--- GIVEN DATA ---

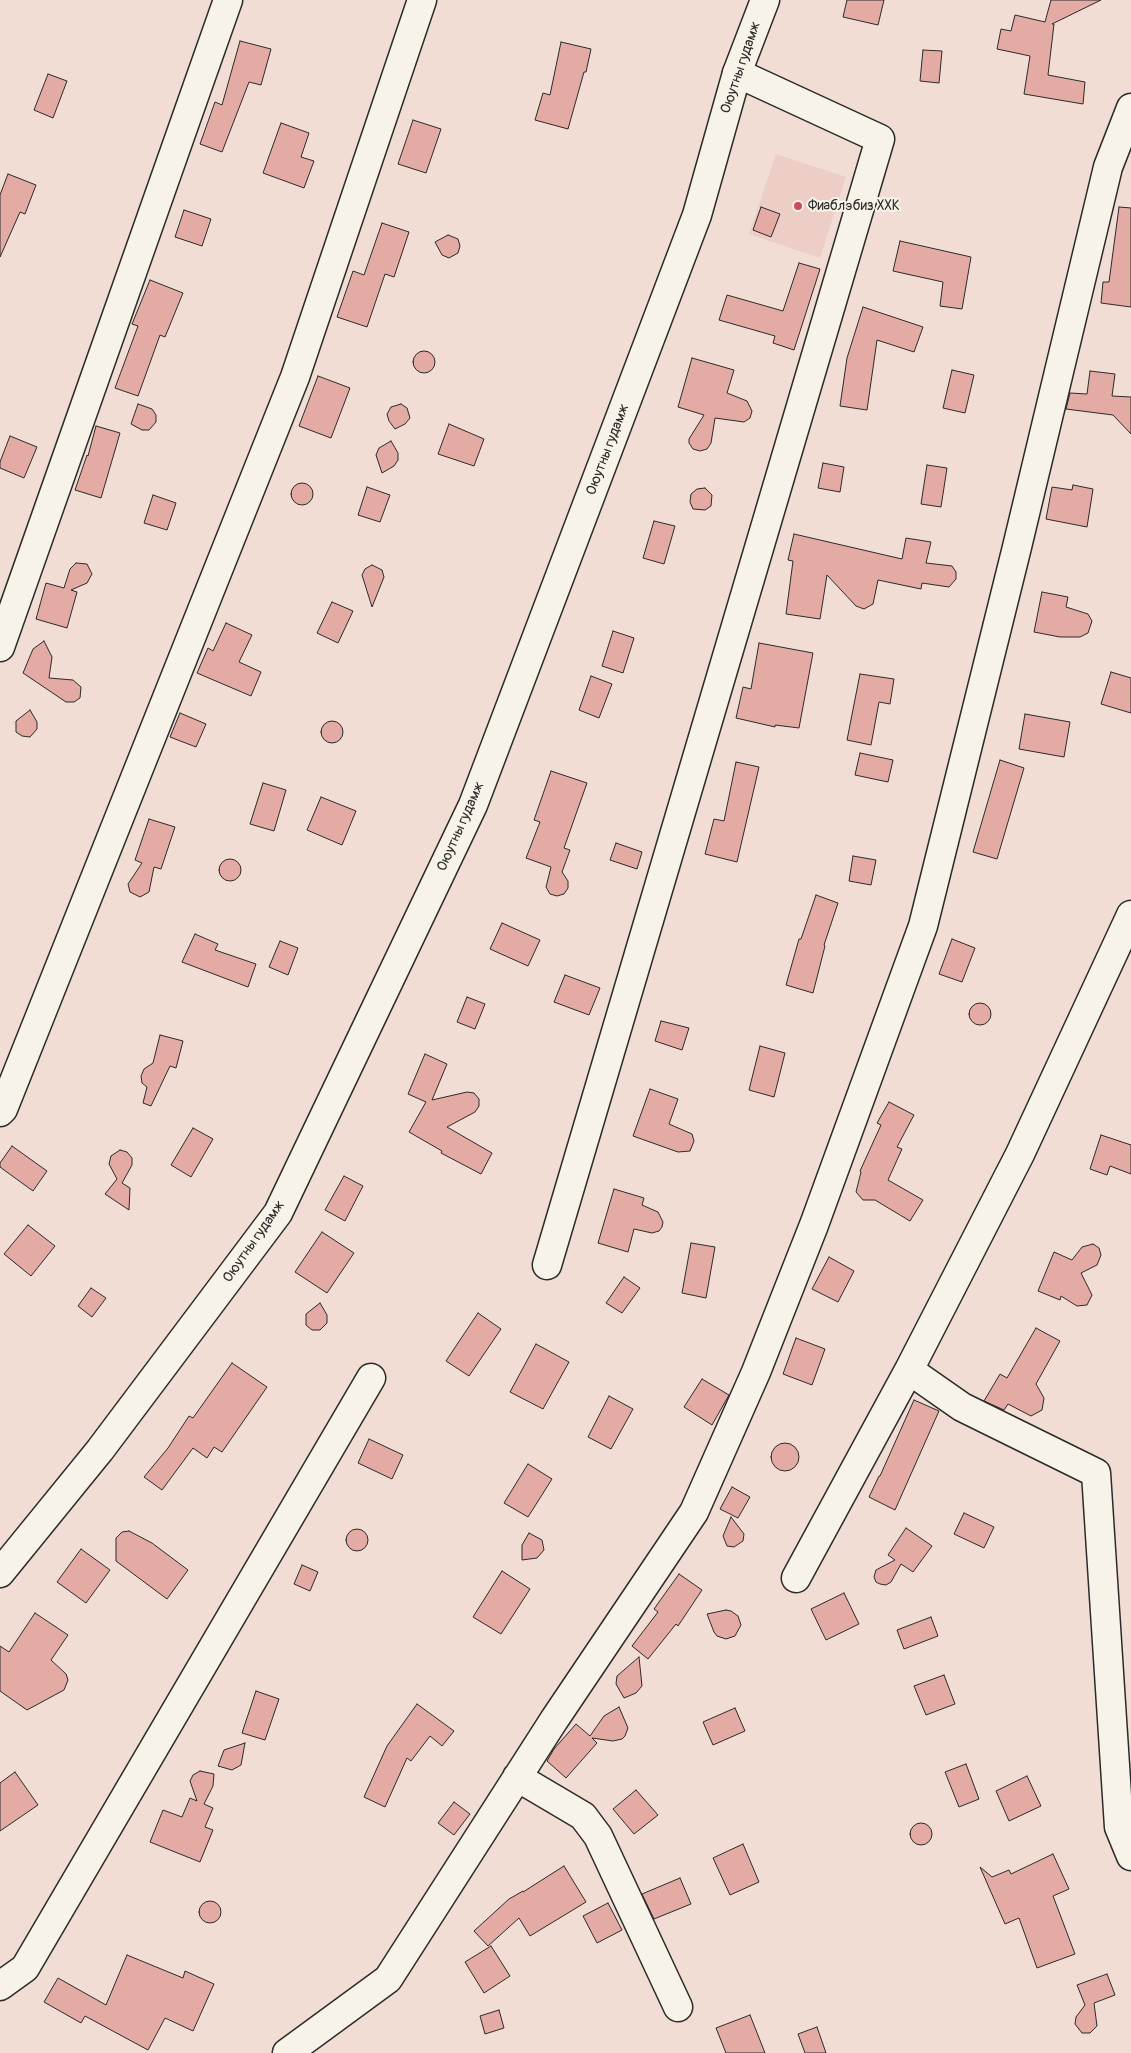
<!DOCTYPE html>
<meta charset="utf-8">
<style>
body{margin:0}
canvas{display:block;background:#f1ddd4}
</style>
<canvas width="1131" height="2053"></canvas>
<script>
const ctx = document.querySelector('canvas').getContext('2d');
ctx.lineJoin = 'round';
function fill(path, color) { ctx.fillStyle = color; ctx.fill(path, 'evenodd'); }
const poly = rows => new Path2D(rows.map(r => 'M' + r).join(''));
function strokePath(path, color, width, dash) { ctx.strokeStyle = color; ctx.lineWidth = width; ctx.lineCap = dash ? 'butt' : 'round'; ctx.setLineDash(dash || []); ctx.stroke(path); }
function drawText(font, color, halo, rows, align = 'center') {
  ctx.font = font + ' Pangolin,sans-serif'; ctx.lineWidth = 4; ctx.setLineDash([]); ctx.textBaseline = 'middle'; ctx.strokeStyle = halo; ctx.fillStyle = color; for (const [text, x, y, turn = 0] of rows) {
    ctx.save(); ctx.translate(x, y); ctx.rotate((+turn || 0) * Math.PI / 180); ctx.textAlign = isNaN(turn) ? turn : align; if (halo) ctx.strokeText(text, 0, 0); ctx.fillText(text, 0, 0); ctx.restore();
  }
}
const built = poly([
 [776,154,846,177,820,258,749,234]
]);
const building = poly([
 [847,0,884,0,878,25,843,17,847,0],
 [1051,0,1101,0,1052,24,1054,24,1048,75,1085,82,1083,104,1024,94,1030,56,997,49,1001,29,1011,31,1015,15,1045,22,1051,0],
 [240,41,271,49,261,85,249,82,222,152,200,144,215,102,222,105,240,41],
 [561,42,591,49,586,72,584,72,568,129,535,120,543,93,550,95,561,42],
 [923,50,942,51,939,83,920,81,923,50],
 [48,74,67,81,53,118,34,110,48,74],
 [413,120,441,129,426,173,398,164,413,120],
 [281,123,309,133,301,157,314,161,304,188,263,173,281,123],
 [8,174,36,185,25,214,20,212,0,257,0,195,8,174],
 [761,207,780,214,771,237,753,230,761,207],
 [1119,207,1131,208,1131,307,1101,303,1103,282,1109,282,1119,207],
 [184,210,211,219,202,246,175,237,184,210],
 [382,223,409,232,394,277,385,274,367,327,337,317,353,271,364,275,382,223],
 [448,235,458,239,460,246,458,253,449,258,442,255,435,242,448,235],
 [900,241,971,257,962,309,940,306,943,282,893,271,900,241],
 [799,263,820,269,794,350,773,343,775,336,719,320,727,295,783,311,799,263],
 [150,280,183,293,165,337,160,335,138,396,115,388,138,326,132,324,150,280],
 [863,307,923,327,914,352,877,340,867,410,840,406,847,358,863,307],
 '413 362a11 11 0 1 1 22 0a11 11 0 1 1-22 0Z',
 [692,358,734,370,727,393,747,401,752,411,750,418,744,422,715,418,711,443,707,449,700,451,693,449,689,443,689,439,704,415,678,407,692,358],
 [952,370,974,375,965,413,943,408,952,370],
 [1090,371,1115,374,1112,396,1131,397,1131,434,1113,415,1066,409,1070,393,1087,394,1090,371],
 [318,376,350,388,331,438,299,426,318,376],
 [138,404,152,409,156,415,156,422,149,430,142,430,131,424,138,404],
 [401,404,407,408,410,418,405,424,395,429,389,421,387,414,391,407,401,404],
 [449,424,484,439,474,466,438,454,449,424],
 [96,426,120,433,101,498,75,490,87,455,88,456,96,426],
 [10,436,37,447,24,478,0,468,0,462,10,436],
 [391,441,398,453,398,460,394,466,382,473,376,455,379,448,391,441],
 [823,463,844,467,840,492,818,488,823,463],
 [927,465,947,468,941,507,921,504,927,465],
 '291 494a11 11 0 1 1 22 0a11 11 0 1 1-22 0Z',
 [1073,485,1093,489,1087,527,1046,519,1052,487,1072,490,1073,485],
 [367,487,390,495,380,522,358,515,367,487],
 [705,488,712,495,711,506,705,510,693,509,690,502,691,494,697,489,705,488],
 [153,495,176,503,167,530,144,523,153,495],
 [654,521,675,526,664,564,643,558,654,521],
 [794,534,902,559,906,538,931,542,926,563,952,566,956,572,956,579,949,587,922,583,921,589,878,580,873,604,864,609,856,606,827,575,820,619,786,614,793,561,788,560,794,534],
 [76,563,87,564,92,574,87,583,71,590,77,592,67,628,36,619,46,583,64,588,70,569,76,563],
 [372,565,382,570,384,577,372,607,362,575,365,569,372,565],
 [1042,592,1068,597,1066,607,1088,614,1092,621,1088,633,1080,637,1060,637,1034,632,1042,592],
 [332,602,353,611,338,643,317,633,332,602],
 [226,623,252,635,239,662,261,672,251,696,197,673,208,648,213,651,226,623],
 [613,631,634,638,623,673,602,666,613,631],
 [44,641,52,657,49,678,73,680,81,687,80,698,74,702,66,702,23,673,33,649,44,641],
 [759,643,813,653,799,728,775,725,775,727,736,718,743,687,751,689,759,643],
 [1111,672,1131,678,1131,713,1101,704,1111,672],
 [860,674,894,679,890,704,879,702,871,745,847,740,860,674],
 [591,676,612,684,599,718,579,710,591,676],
 [30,710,37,722,37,729,30,737,22,736,16,732,16,721,30,710],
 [180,713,206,724,196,747,170,737,180,713],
 [1025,714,1070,722,1064,757,1019,749,1025,714],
 '321 732a11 11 0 1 1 22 0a11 11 0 1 1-22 0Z',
 [860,753,893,760,888,782,855,775,860,753],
 [1000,760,1024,768,997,859,973,852,1000,760],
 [736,762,759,767,737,862,705,854,714,819,724,821,736,762],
 [551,771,587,783,564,848,570,850,562,872,568,881,568,888,564,894,557,896,550,894,546,887,551,867,526,858,540,822,534,820,551,771],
 [263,783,286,790,274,831,250,824,263,783],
 [321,797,356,811,342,845,307,830,321,797],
 [149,819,175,827,161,869,154,867,149,892,140,897,130,892,128,884,142,863,135,860,149,819],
 [616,843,642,852,637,869,610,860,616,843],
 [853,856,876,860,871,885,849,881,853,856],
 '219 870a11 11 0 1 1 22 0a11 11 0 1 1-22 0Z',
 [816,895,838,903,824,945,825,946,813,993,786,985,799,939,801,939,816,895],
 [502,923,540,940,528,966,490,949,502,923],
 [195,934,218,944,215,950,256,964,248,987,182,962,195,934],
 [952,939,975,948,962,982,939,974,952,939],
 [280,941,298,948,288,975,269,967,280,941],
 [565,975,600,988,589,1015,554,1002,565,975],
 [467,997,485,1004,475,1029,457,1022,467,997],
 '969 1014a11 11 0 1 1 22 0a11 11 0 1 1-22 0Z',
 [661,1021,689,1028,682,1050,655,1041,661,1021],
 [160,1035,183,1041,176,1068,170,1066,151,1106,143,1103,147,1087,142,1083,141,1076,144,1069,153,1063,160,1035],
 [760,1046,785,1053,774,1097,749,1090,760,1046],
 [425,1054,447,1064,432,1100,467,1092,474,1093,479,1099,479,1106,475,1112,447,1127,492,1153,481,1174,441,1153,442,1151,409,1132,426,1102,408,1094,425,1054],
 [650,1089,678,1099,669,1124,692,1134,694,1141,690,1151,678,1152,633,1136,650,1089],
 [889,1102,914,1115,897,1147,902,1149,888,1180,923,1200,910,1221,875,1200,863,1200,856,1192,861,1172,860,1171,881,1125,877,1123,889,1102],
 [193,1128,213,1139,191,1177,171,1165,193,1128],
 [1101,1135,1131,1145,1131,1174,1110,1166,1107,1175,1090,1169,1101,1135],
 [12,1146,47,1171,33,1191,0,1167,0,1163,12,1146],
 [120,1150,127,1152,132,1158,132,1165,122,1183,130,1188,129,1210,105,1194,117,1179,109,1164,111,1156,120,1150],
 [344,1176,363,1186,345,1221,325,1210,344,1176],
 [614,1189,644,1198,642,1205,658,1212,663,1222,662,1227,659,1231,652,1233,634,1229,628,1252,598,1243,614,1189],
 [28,1225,55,1246,31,1276,4,1254,28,1225],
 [322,1232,354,1253,327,1293,295,1272,322,1232],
 [691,1243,715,1247,706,1298,682,1293,691,1243],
 [1093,1244,1099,1248,1101,1255,1097,1265,1081,1273,1092,1295,1087,1305,1077,1306,1061,1296,1060,1300,1038,1291,1054,1252,1072,1260,1082,1247,1093,1244],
 [829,1257,854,1271,838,1302,812,1289,829,1257],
 [624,1277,640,1288,622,1313,606,1303,624,1277],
 [91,1288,106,1298,92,1317,78,1306,91,1288],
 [320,1303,327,1315,327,1323,320,1330,312,1330,306,1325,306,1314,320,1303],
 [478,1313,501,1329,469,1376,446,1361,478,1313],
 [1036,1328,1060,1341,1036,1384,1044,1398,1042,1410,1031,1416,1008,1404,1004,1410,984,1401,1000,1374,1007,1378,1036,1328],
 [796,1338,825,1349,812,1385,783,1374,796,1338],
 [536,1344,569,1362,543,1409,510,1392,536,1344],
 [232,1363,267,1387,222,1452,214,1447,207,1458,193,1448,162,1490,144,1477,168,1448,189,1416,193,1418,232,1363],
 [702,1379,729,1395,712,1425,684,1407,702,1379],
 [609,1396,633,1409,611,1449,588,1437,609,1396],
 [914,1400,939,1411,895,1510,869,1497,879,1476,880,1476,914,1400],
 [369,1439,403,1455,392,1479,358,1463,369,1439],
 '771 1457a14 14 0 1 1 28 0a14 14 0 1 1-28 0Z',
 [528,1464,552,1479,528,1517,504,1503,528,1464],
 [732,1487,750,1497,738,1518,720,1509,732,1487],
 [964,1513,994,1527,984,1548,954,1534,964,1513],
 [731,1517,744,1534,743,1541,734,1547,727,1546,723,1536,731,1517],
 [906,1528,932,1546,913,1572,901,1564,891,1582,886,1585,880,1584,876,1582,874,1577,876,1570,895,1560,888,1555,906,1528],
 '346 1540a11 11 0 1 1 22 0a11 11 0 1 1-22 0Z',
 [129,1531,152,1543,188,1570,167,1599,116,1561,116,1538,122,1532,129,1531],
 [529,1533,542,1540,544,1550,537,1558,522,1560,522,1545,529,1533],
 [81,1549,110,1570,86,1603,57,1582,81,1549],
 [302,1565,318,1572,310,1591,294,1584,302,1565],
 [502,1571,530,1589,501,1634,473,1617,502,1571],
 [679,1574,702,1590,678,1626,676,1624,648,1659,632,1646,658,1612,654,1609,679,1574],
 [844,1593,859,1624,826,1640,811,1609,844,1593],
 [726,1610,731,1611,738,1616,741,1625,735,1636,726,1639,717,1636,714,1632,707,1614,726,1610],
 [35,1613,68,1635,51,1660,66,1674,68,1680,64,1690,27,1710,0,1691,0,1646,9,1652,35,1613],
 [931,1617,938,1636,904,1649,897,1630,931,1617],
 [639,1657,642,1686,636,1693,624,1698,616,1684,617,1676,639,1657],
 [944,1675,955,1704,926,1715,914,1686,944,1675],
 [256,1691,279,1699,265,1740,242,1733,256,1691],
 [417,1704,454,1731,442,1746,430,1736,411,1761,407,1758,385,1807,364,1797,387,1746,417,1704],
 [619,1707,628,1728,625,1736,622,1739,613,1741,592,1738,597,1743,566,1778,547,1761,554,1749,576,1724,590,1736,604,1716,619,1707],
 [735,1708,745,1731,713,1745,703,1722,735,1708],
 [245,1743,241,1765,232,1770,218,1766,224,1750,245,1743],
 [966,1764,979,1799,959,1807,945,1772,966,1764],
 [200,1771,214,1774,213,1786,204,1804,213,1808,205,1827,213,1830,200,1862,150,1842,163,1810,182,1817,190,1798,197,1801,190,1781,193,1775,200,1771],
 [15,1772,38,1805,0,1831,0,1783,15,1772],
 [1027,1776,1041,1806,1009,1821,996,1791,1027,1776],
 [636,1790,658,1815,634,1834,613,1809,636,1790],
 [454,1802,470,1814,454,1835,438,1823,454,1802],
 '910 1834a11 11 0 1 1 22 0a11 11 0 1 1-22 0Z',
 [743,1844,759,1882,730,1895,713,1858,743,1844],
 [1053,1854,1069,1889,1053,1896,1075,1954,1037,1968,1019,1918,1005,1924,980,1867,992,1877,1009,1870,1011,1874,1053,1854],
 [564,1866,586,1902,530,1936,519,1918,488,1946,474,1931,509,1899,523,1891,523,1892,564,1866],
 [680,1878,691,1904,654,1919,642,1894,680,1878],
 '199 1912a11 11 0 1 1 22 0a11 11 0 1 1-22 0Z',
 [608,1903,622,1930,597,1943,583,1916,608,1903],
 [491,1946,510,1976,484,1993,465,1962,491,1946],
 [127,1955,183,1978,185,1971,214,1984,193,2031,165,2018,148,2050,85,2016,81,2023,44,2002,58,1978,106,2005,127,1955],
 [1107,1974,1115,1995,1094,2003,1097,2026,1090,2033,1082,2033,1075,2024,1076,2017,1085,2005,1077,1985,1107,1974],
 [499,2010,504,2028,485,2034,480,2016,499,2010],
 [750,2015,765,2053,726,2053,716,2028,750,2015],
 [817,2027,826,2053,805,2053,798,2034,817,2027]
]);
const street = poly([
 [0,647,228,0],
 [0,1112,3,1109,295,377,422,0],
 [547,1265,880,139,737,73],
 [909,1370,962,1407,1096,1473,1119,1827,1131,1856],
 [796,1578,909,1370,1020,1154,1131,915],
 [517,1777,583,1816,598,1836,678,2007],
 [0,1986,25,1968,371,1378],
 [287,2053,388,1979,554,1720,694,1512,756,1372,814,1225,923,926,1017,547,1108,167,1131,108]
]);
const secondary = poly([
 [0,1573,100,1450,278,1213,473,805,697,215,737,73,765,0]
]);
const markers = [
 [798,206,5,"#d1495b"]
];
const streetNames = [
 ["Оюутны гудамж",741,68,-71],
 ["Оюутны гудамж",608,450,-69],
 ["Оюутны гудамж",461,827,-66],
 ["Оюутны гудамж",254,1242,-55]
];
const poiNames = [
 ["Фиаблэбиз ХХК",808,206]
];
fill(built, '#edcec6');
fill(building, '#e4aaa4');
strokePath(building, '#2b2b2b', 1);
strokePath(street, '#2b2b2b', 31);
strokePath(secondary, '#2b2b2b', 31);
strokePath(street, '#f7f3e8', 28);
strokePath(secondary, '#f7f3e8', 28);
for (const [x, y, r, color] of markers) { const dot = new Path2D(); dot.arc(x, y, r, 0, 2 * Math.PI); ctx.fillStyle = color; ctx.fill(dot); strokePath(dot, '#f7f3e8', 2); }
drawText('14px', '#2b2b2b', '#f7f3e8', streetNames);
drawText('14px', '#2b2b2b', '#f7f3e8', poiNames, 'left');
</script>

--- PROBLEM TO WORK ON ---
Whenever the word "turn" shows up in a line of the entries above, copy that line.

--- YOUR RESPONSE ---
  ctx.font = font + ' Pangolin,sans-serif'; ctx.lineWidth = 4; ctx.setLineDash([]); ctx.textBaseline = 'middle'; ctx.strokeStyle = halo; ctx.fillStyle = color; for (const [text, x, y, turn = 0] of rows) {
    ctx.save(); ctx.translate(x, y); ctx.rotate((+turn || 0) * Math.PI / 180); ctx.textAlign = isNaN(turn) ? turn : align; if (halo) ctx.strokeText(text, 0, 0); ctx.fillText(text, 0, 0); ctx.restore();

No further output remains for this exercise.